# Brief:
Every line with the string "Tacoma" must be copied from the entries below.

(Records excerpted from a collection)
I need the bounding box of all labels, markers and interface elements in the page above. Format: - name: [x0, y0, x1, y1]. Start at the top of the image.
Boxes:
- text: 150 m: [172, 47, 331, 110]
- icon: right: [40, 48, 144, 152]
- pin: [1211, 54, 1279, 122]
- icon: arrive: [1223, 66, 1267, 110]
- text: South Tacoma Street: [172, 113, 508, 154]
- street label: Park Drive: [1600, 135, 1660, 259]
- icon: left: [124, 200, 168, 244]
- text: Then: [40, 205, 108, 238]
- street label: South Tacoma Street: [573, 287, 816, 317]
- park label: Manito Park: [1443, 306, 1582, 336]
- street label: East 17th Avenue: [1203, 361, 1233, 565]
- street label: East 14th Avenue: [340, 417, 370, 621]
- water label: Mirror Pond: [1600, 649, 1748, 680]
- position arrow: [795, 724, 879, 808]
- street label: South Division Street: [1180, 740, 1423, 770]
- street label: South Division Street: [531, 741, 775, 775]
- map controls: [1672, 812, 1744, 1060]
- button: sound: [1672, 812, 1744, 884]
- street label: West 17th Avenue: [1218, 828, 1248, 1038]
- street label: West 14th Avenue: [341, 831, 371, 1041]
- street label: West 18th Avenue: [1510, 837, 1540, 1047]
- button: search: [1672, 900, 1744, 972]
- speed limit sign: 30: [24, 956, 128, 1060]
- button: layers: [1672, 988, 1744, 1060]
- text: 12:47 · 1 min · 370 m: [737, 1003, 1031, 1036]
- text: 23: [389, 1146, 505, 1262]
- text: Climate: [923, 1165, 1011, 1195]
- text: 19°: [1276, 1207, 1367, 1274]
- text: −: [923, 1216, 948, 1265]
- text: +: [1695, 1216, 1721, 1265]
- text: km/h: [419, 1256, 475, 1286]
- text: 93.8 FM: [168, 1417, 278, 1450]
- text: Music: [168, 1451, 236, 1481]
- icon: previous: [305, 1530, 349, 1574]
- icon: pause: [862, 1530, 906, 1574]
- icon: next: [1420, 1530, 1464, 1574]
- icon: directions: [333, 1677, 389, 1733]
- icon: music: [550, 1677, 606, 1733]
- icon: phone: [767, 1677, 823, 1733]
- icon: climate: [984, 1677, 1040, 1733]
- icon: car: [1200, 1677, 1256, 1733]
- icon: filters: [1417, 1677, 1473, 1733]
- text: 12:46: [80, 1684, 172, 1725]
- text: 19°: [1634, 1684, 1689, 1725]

# Task response:
- text: South Tacoma Street: [172, 113, 508, 154]
- street label: South Tacoma Street: [573, 287, 816, 317]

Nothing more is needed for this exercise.